Cantonese Language

Download

This chapter describes the linguistic resources included in the file yue.zip of the "Ortolang repository".

List of phonemes

Consonant Plosives

SPPAS	IPA	Description
p	p	voiceless bilabial
p_h	pʰ	voiceless bilabial aspirated
t	t	voiceless alveolar
t_h	tʰ	voiceless alveolar aspirated
k	k	voiceless velar
k_h	kʰ	voiceless velar aspirated
k_w	kʷ	voiceless velar labialized
k_h_w	kʰʷ	voiceless velar aspirated labialized

Consonant Fricatives

SPPAS	IPA	Description
f	f	voiceless labiodental
s	s	voiceless alveolar
S	ʃ	voiceless postalveolar
h	h	voiceless glottal

Consonant Nasals

SPPAS	IPA	Description
m	m	bilabial
n	n	alveolar
N	ŋ	voiced velar

Consonant Liquids

SPPAS	IPA	Description
l	l	alveolar lateral

Semivowels

SPPAS	IPA	Description
j	j	palatal
w	w	voiced labiovelar

Vowels

SPPAS	IPA	Description
E:	ɛ:	open-mid front unrounded
a:	a:	open front unrounded
9:	œ:	open-mid front rounded
O:	ɔ:	open-mid back rounded
o	o	close-mid back rounded
e	e	close-mid front unrounded
8	ɵ	close-mid central rounded vowel
i:	i:	close front unrounded
u:	u:	close back rounded
y:	y:	close front rounded
6	ɐ	near-open central vowel
I	ɪ	near-close near-front unrounded
U	ʊ	near-close near-back rounded
@	ə	schwa

Affricates

SPPAS	IPA	Description
ts	t͡s	voiceless alveolar
ts_h	t͡sʰ	voiceless alveolar aspirated
tS	t͡ʃ	voiceless postalveolar
tS_h	t͡ʃʰ	voiceless postalveolar aspirated

Lexicons

Lexicons are (c) Laboratoire Parole et Langage, Aix-en-Provence, France:

yue.vocab contains a list of 47k different character-based words;
yue_chars.vocab is a list of 12k characters;
yue.repl and yue_chars.repl allow to convert symbols and abbreviations into a text form.

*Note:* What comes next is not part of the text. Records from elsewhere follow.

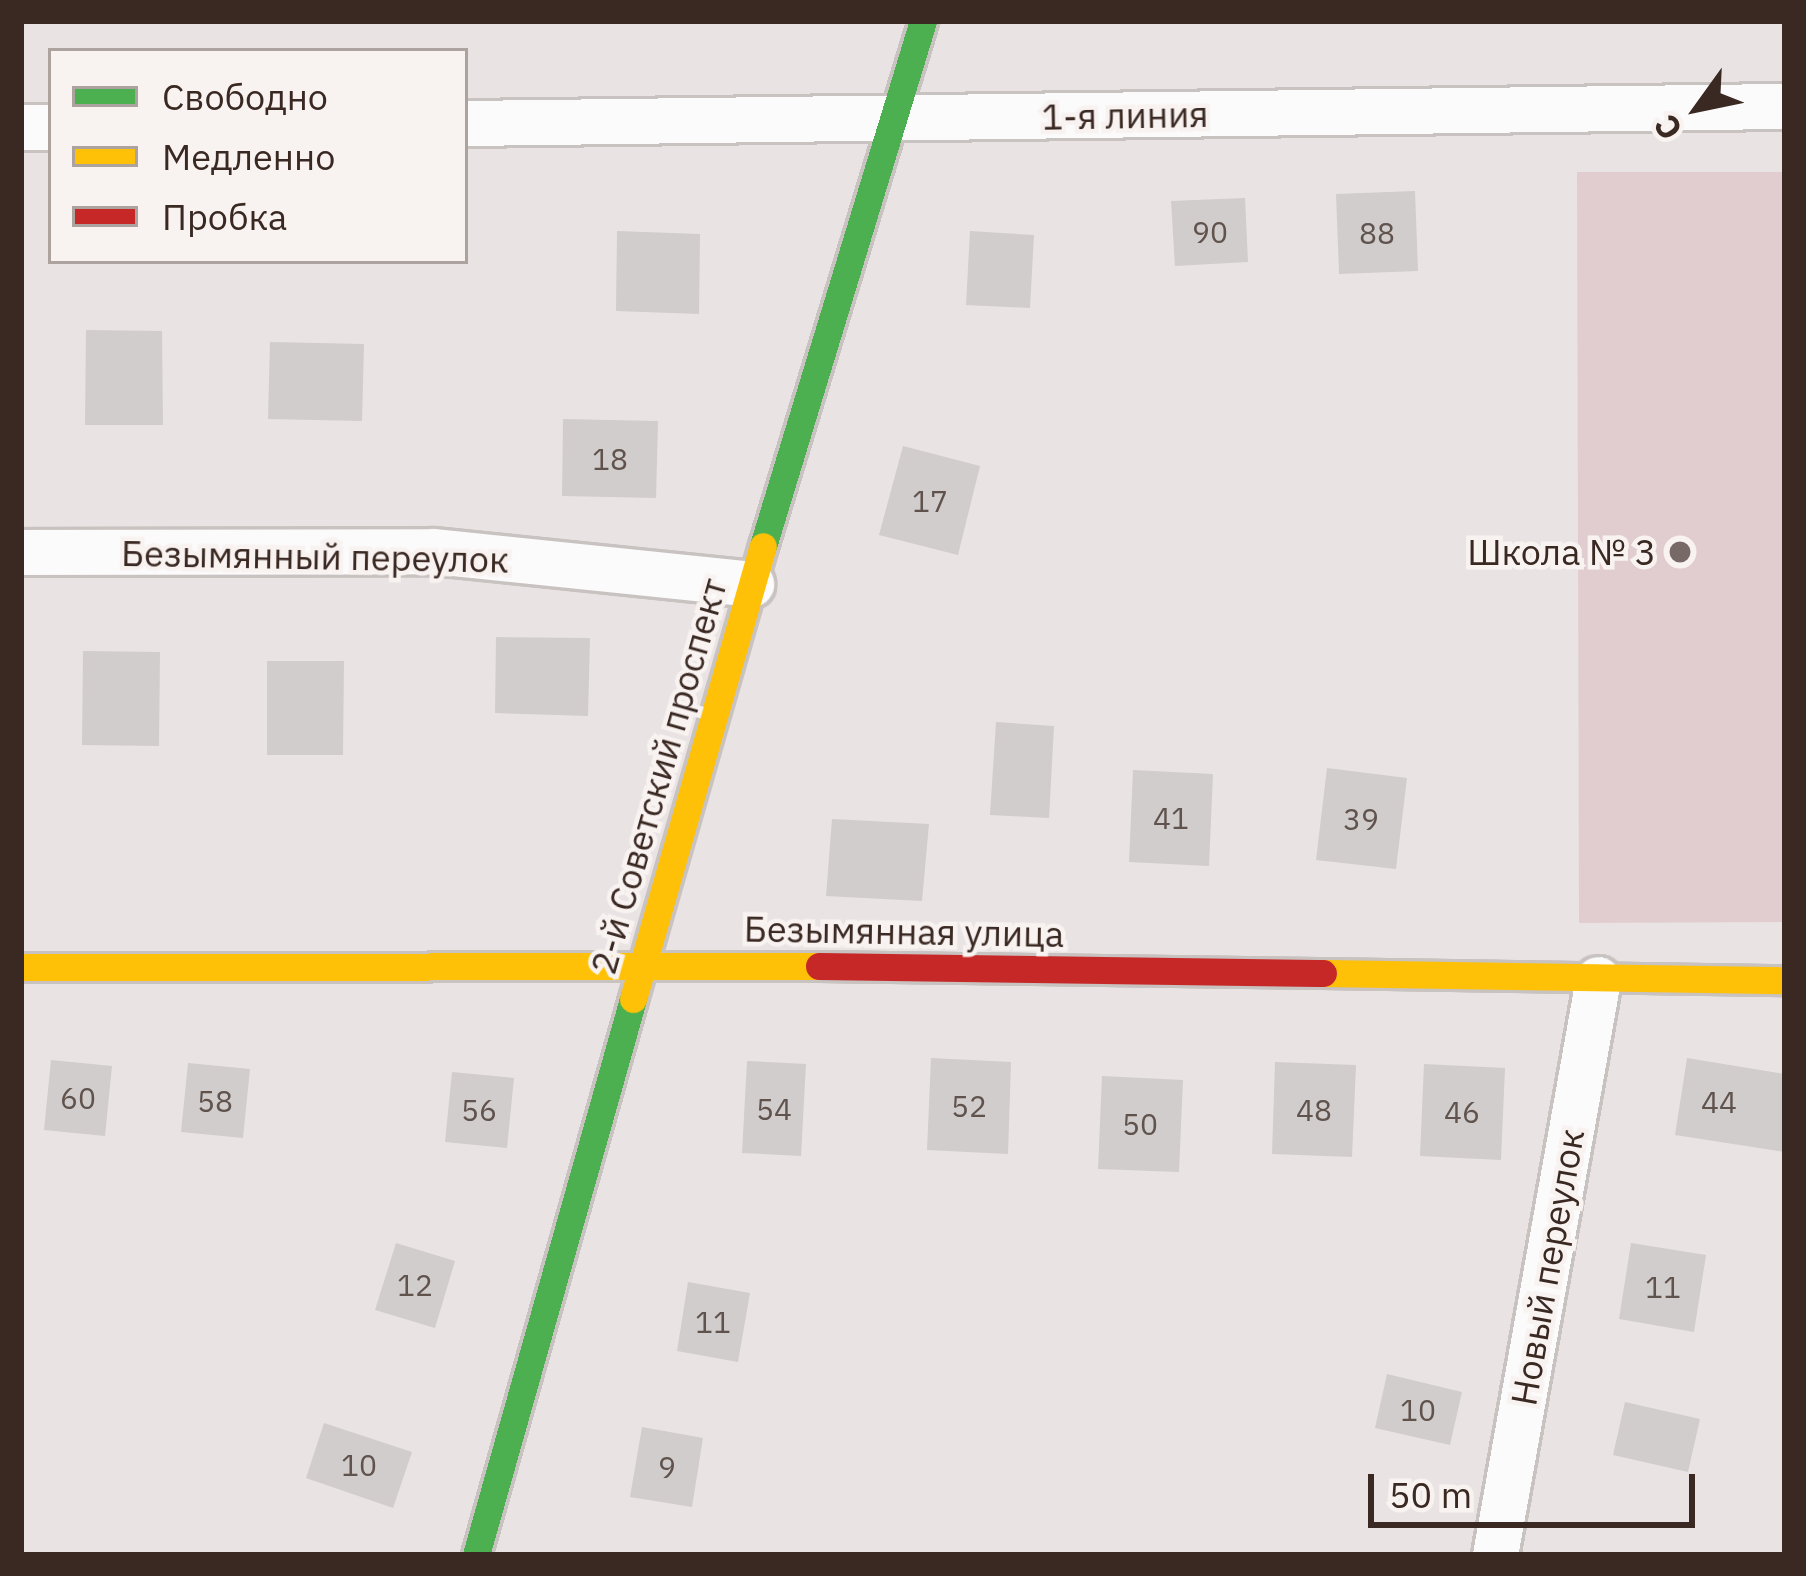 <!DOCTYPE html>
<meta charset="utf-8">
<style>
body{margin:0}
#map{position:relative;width:1806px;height:1576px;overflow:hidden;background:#e9e4e3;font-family:"IBM Plex Sans",sans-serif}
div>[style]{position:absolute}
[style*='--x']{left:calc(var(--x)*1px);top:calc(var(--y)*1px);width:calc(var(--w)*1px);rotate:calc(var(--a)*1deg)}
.green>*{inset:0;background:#e1cdd0}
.building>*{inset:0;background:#d1cdcc}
.roads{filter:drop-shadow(3px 0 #c8c2c0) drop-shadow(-3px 0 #c8c2c0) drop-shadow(0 3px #c8c2c0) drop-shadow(0 -3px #c8c2c0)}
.street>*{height:45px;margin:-22.5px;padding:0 22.5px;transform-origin:22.5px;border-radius:22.5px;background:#fcfbfb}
.fast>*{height:27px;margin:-13.5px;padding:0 13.5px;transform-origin:13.5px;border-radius:13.5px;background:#4caf50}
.slow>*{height:27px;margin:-13.5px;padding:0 13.5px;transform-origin:13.5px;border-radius:13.5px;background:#ffc107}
.jam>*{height:27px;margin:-13.5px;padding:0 13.5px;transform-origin:13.5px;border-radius:13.5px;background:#c62828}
.dots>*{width:33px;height:33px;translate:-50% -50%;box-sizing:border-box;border:6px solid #f8f2f1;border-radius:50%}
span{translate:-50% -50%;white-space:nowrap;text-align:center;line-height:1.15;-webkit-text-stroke:9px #f8f2f1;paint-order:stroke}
.number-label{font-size:30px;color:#60534d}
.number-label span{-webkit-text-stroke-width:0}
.street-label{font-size:36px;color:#3a2922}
.poi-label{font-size:36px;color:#3a2922}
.right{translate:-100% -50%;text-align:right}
.frame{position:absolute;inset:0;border:24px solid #3a2922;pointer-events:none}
.legend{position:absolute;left:48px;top:48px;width:420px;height:216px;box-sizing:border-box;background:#f8f2f1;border:3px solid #aca29e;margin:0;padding:15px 21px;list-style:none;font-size:36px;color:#3a2922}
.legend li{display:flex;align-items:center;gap:24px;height:60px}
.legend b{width:60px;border:3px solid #aca29e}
.north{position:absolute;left:1638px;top:48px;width:120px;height:120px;-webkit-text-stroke:9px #f8f2f1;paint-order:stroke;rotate:237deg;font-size:33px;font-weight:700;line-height:48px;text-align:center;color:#3a2922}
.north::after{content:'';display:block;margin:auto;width:42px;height:54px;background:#3a2922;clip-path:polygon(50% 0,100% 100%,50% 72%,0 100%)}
.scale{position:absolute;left:1368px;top:1474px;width:327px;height:54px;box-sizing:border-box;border:6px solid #3a2922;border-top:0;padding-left:15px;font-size:36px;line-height:42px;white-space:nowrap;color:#3a2922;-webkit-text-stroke:9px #f8f2f1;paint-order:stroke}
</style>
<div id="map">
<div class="green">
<div style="clip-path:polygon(1577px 172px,1785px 172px,1785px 922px,1579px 923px)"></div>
</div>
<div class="building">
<div style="clip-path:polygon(1415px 191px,1418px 271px,1339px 274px,1336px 194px)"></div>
<div style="clip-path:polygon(1245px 198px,1248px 262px,1175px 266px,1171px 201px)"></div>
<div style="clip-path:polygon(617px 231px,700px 234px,699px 314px,616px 311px)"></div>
<div style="clip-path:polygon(970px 231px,1034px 235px,1030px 308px,966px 305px)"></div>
<div style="clip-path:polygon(86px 330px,162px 331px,163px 425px,85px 425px)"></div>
<div style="clip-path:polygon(270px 342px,364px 344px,362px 421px,268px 419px)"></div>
<div style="clip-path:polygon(563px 419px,658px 421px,656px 498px,562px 496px)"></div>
<div style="clip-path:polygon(903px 446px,980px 466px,958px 555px,879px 535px)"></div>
<div style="clip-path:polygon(496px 637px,590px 638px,588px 716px,495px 713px)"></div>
<div style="clip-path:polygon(83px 651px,160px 652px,159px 746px,82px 745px)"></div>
<div style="clip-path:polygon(267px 661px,344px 661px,343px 755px,267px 755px)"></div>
<div style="clip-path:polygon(996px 722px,1054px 726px,1049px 818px,990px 815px)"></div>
<div style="clip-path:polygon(1327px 768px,1407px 778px,1396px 869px,1316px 860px)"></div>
<div style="clip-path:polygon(1133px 770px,1213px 774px,1209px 866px,1129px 862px)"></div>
<div style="clip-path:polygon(832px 819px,929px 824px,922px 901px,826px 896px)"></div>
<div style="clip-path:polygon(931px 1058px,1011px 1062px,1008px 1154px,927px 1150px)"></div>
<div style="clip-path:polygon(1687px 1058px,1785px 1074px,1785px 1152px,1675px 1135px)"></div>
<div style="clip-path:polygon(51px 1060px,112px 1066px,105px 1136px,44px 1130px)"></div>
<div style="clip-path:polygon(747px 1061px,806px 1064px,801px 1156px,742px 1153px)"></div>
<div style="clip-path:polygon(1275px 1062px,1356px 1065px,1352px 1157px,1272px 1154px)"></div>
<div style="clip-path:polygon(188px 1063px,250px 1069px,243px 1138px,181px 1132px)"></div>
<div style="clip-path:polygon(1424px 1064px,1505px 1068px,1501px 1160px,1420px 1156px)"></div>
<div style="clip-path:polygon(452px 1072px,514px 1078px,507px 1148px,445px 1142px)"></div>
<div style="clip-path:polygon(1102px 1076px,1183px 1080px,1179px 1172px,1098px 1169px)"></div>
<div style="clip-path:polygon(396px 1243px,455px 1261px,435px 1328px,375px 1310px)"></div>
<div style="clip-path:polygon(1631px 1243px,1706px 1255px,1694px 1332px,1619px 1319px)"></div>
<div style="clip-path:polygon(688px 1282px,750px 1293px,738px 1362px,677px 1351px)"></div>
<div style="clip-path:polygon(1387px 1374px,1462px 1392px,1450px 1445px,1375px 1428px)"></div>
<div style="clip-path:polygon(1625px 1402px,1700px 1419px,1688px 1472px,1613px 1455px)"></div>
<div style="clip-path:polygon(324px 1423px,412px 1452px,393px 1508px,306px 1478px)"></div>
<div style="clip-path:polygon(642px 1427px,703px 1438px,692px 1507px,630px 1497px)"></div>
</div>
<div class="roads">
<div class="street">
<div style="--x:465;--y:123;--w:1320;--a:-0.74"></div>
<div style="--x:21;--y:127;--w:30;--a:0"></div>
<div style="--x:21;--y:552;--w:412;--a:-0.1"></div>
<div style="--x:433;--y:551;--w:320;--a:5.9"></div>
<div style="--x:1495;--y:1555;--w:585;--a:-79.86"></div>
</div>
<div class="fast">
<div style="--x:763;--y:546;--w:549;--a:-73.05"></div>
<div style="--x:476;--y:1555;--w:578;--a:-74.23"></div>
</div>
<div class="slow">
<div style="--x:21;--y:967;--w:798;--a:-0.07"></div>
<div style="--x:1323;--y:973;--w:462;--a:0.9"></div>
<div style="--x:633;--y:999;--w:471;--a:-74"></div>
</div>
<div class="jam">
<div style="--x:819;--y:966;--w:504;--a:0.8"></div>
</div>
</div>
<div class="dots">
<div style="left:1680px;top:552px;background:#776a66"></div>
</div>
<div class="number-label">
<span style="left:1210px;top:232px">90</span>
<span style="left:1377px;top:233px">88</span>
<span style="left:610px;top:459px">18</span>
<span style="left:930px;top:501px">17</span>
<span style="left:1171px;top:818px">41</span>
<span style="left:1361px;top:819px">39</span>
<span style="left:78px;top:1098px">60</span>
<span style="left:215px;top:1101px">58</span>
<span style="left:1719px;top:1102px">44</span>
<span style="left:969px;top:1106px">52</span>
<span style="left:774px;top:1109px">54</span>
<span style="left:479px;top:1110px">56</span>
<span style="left:1314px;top:1110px">48</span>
<span style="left:1462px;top:1112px">46</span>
<span style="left:1140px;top:1124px">50</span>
<span style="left:415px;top:1285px">12</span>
<span style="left:1663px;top:1287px">11</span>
<span style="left:713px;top:1322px">11</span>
<span style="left:1418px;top:1410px">10</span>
<span style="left:359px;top:1465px">10</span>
<span style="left:667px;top:1467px">9</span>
</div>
<div class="street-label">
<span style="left:1125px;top:115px;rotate:-1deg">1-я линия</span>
<span style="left:315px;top:556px;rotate:1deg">Безымянный переулок</span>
<span style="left:658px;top:776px;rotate:-74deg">2-й Советский проспект</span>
<span style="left:904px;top:931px;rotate:1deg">Безымянная улица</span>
<span style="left:1547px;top:1267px;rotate:-80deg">Новый переулок</span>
</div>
<div class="poi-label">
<span class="right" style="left:1656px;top:552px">Школа № 3</span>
</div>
<div class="frame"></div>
<ul class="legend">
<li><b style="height:15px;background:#4caf50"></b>Свободно</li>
<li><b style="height:15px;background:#ffc107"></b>Медленно</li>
<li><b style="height:15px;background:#c62828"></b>Пробка</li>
</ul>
<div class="north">С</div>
<div class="scale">50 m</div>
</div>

Both are distributed under the terms of the GNU General Public License.

Pronunciation dictionaries

The 2 dictionaries were constructed with the most frequently observed prononciations of a conversational corpus.

Acoustic Model

The Cantonese acoustic model is copyrighted: (C) DSP and Speech Technology Laboratory, Department of Electronic Engineering, the Chinese University of Hong Kong.

This is a monophone Cantonese acoustic model, based on Jyutping of the Linguistic Society of Hong Kong (LSHK). Each state is trained with 32 Gaussian mixtures. The model is trained with HTK 3.4.1. The corpus for training is CUSENT, also developed in our laboratory.

Generally speaking, you may use the model for non-commercial, academic or personal use.

See COPYRIGHT for the details of the license: Creative Commons Attribution-NonCommercial-ShareAlike 4.0 International Public License.

We also have other well-trained Cantonese acoustic models. If you would like to use the models and/or the CUSENT corpus for commercial applications or development, please contact Professor Tan LEE for appropriate license terms.

The character pronunciation comes from Jyutping phrase box from the Linguistic Society of Hong Kong.

The copyright of the Jyutping phrase box belongs to the Linguistic Society of Hong Kong. We would like to thank the Jyutping Group of the Linguistic Society of Hong Kong for permission to use the electronic file in our research and/or product development.

If you use this model for academic research, please cite:

Tan Lee, W.K. Lo, P.C. Ching, Helen Meng (2002). Spoken language resources for Cantonese speech processing, Speech Communication, Volume 36, Issues 3–4, Pages 327-342

Website: http://dsp.ee.cuhk.edu.hk
Email: tanlee@ee.cuhk.edu.hk

References

Roxana Fung, Brigitte Bigi (2015). Automatic word segmentation for spoken Cantonese. In Oriental COCOSDA and Conference on Asian Spoken Language Research and Evaluation (O-COCOSDA/CASLRE), pp. 196-201.